To extend the formal list of benefactors beyond 1823 would represent quite a challenge, as benefactions have not been systematically recorded in a single place. Some very recent benefactions are recorded in Philanthropic News.
Historical references
In 1574, John Caius published a short list of benefactors, ending it with:
… cum multis alijs et nobilibus et illustribus viris plus quàm 147, quorum nomina nisi longum esset hic adscripsissem.
[Historiæ Cantebrigiensis Academiæ ab urbe condita, by John Caius, Liber primus, p. 71]
In 1622, Richard Parker rendered that as:
Longum esset omnium Catalogum attexere, qui alios centum quinquaginta quatuor plus minus Benefactores, eosque omnes Magnates, Milites, Armigeros connumerat.

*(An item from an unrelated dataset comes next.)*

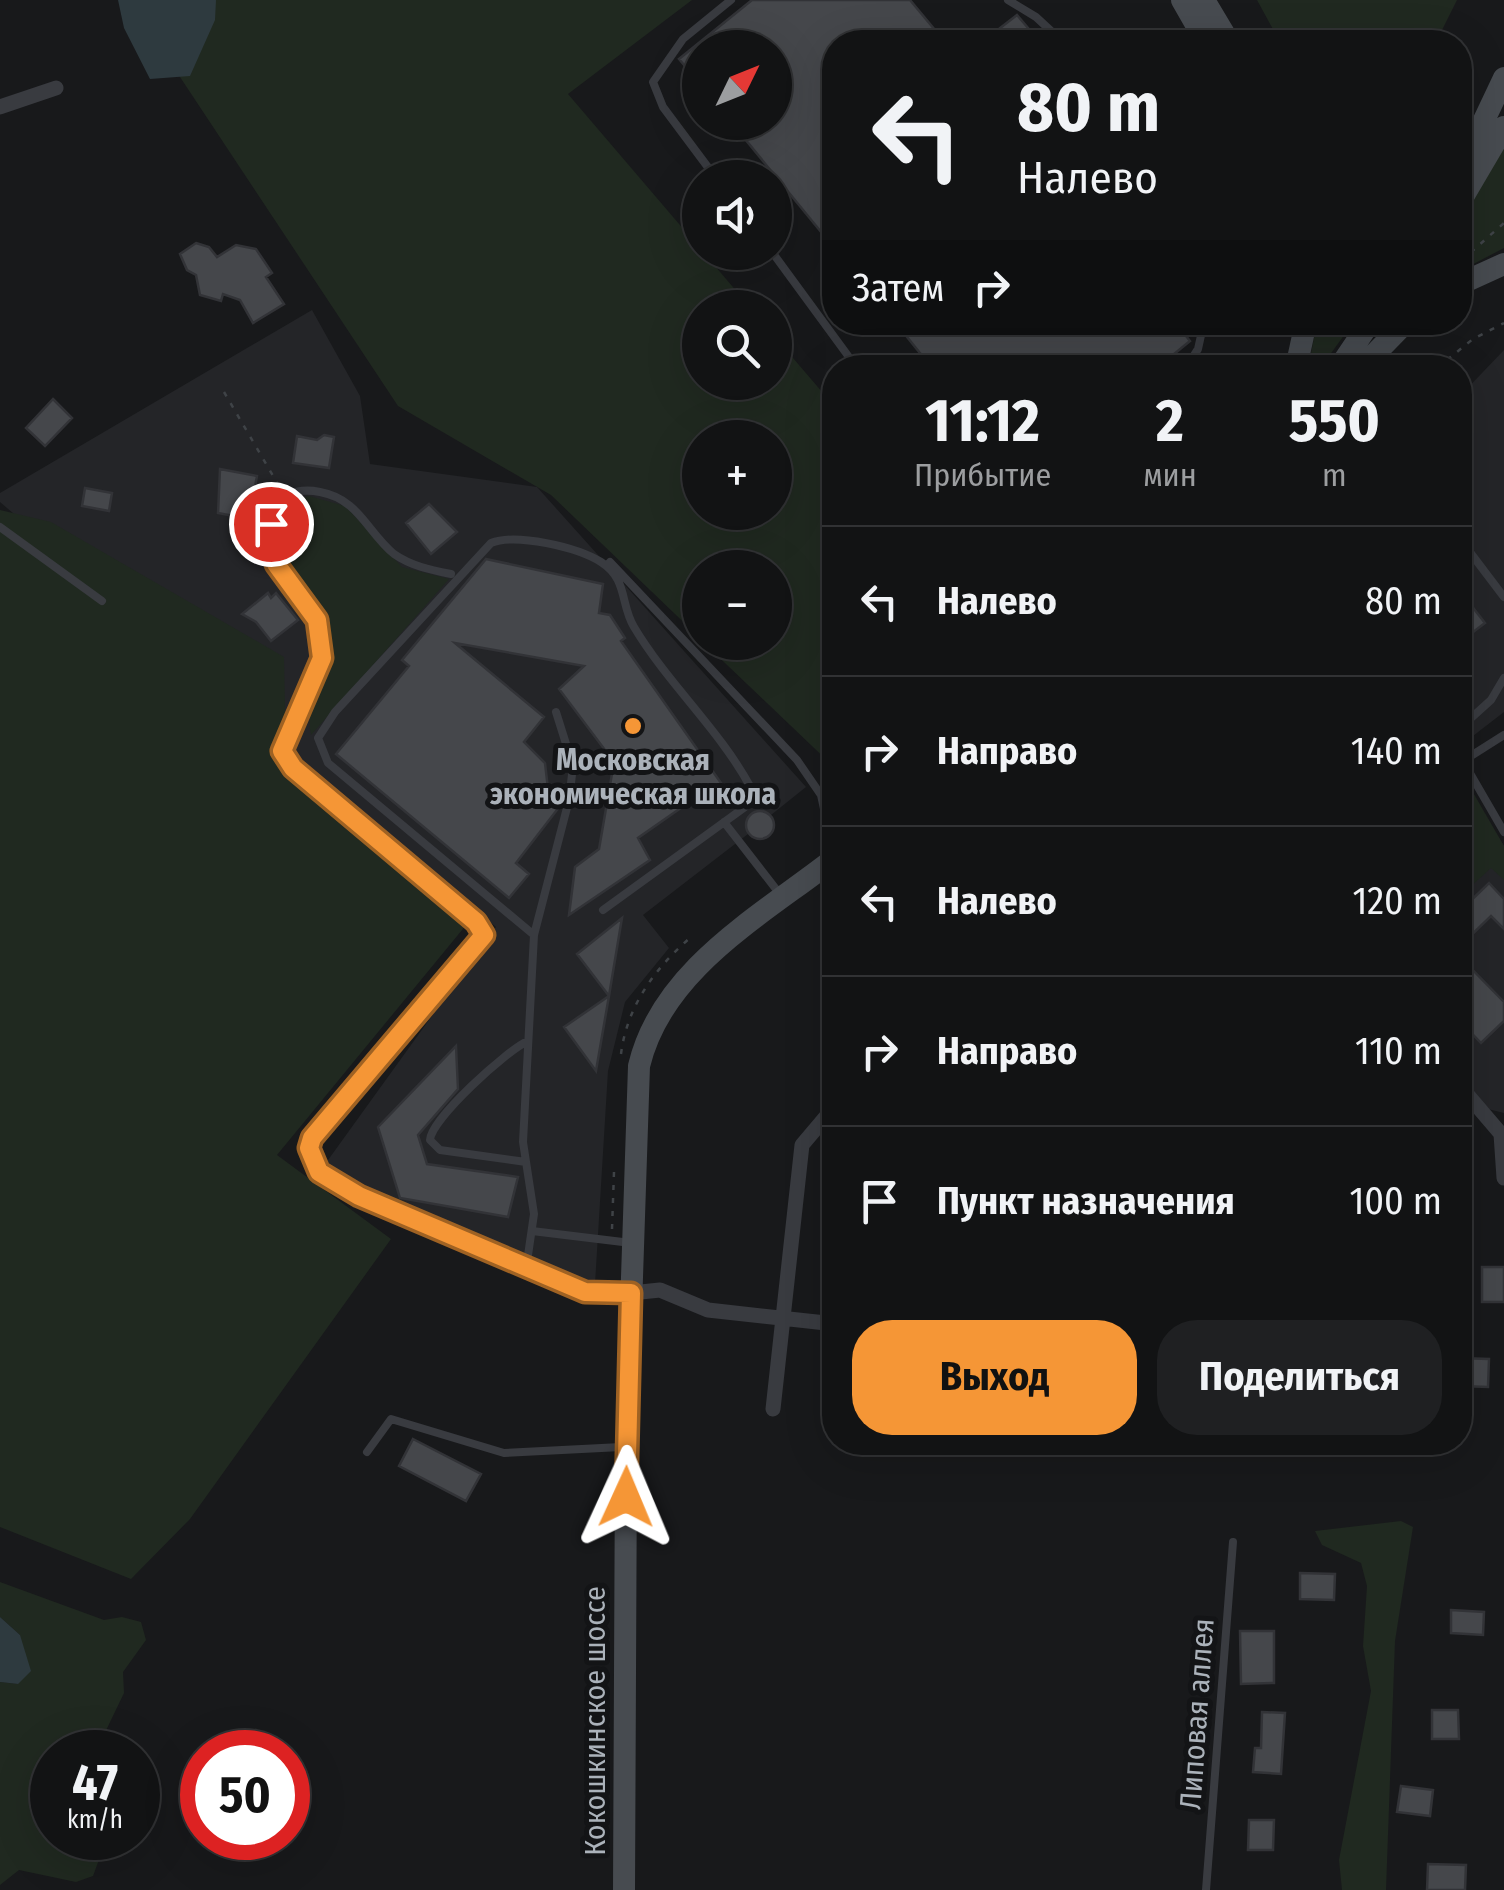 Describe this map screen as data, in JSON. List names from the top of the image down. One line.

[Σκελετός Cantabrigiensis, by Richard Parker 1622, in Leland’s Collecteana, Vol. V, ed. Thomas Hearne, p. 226]
It would be tedious to insert the whole Catalogue of Benefactors, amounting to about 150, within four over or under, all of them Peers, Knights and Esquires.
[Σκελετός Cantabrigiensis, in The History and Antiquities of the University of Cambridge, pub. Thomas Warner, p. 111]
This latter claim was widely plagiarised in later histories, such as Carter, without any verification.
In 1655, Thomas Fuller wrote:
The catalogue of benefactors to this college presents only the principal, not all in that kind, who in the days of Dr Caius (writing eight[y] years since) amounted to more than an hundred forty and seven. Much increased at this day: indeed no house for the quantity is endowed with better land of manors and farms, and less of impropriations belonging thereunto.
[The History of the University of Cambridge, by Thomas Fuller, Section V, ¶35, p. 81;
as quoted in the edition by Marmaduke Prickett and Thomas Wright, p. 164.]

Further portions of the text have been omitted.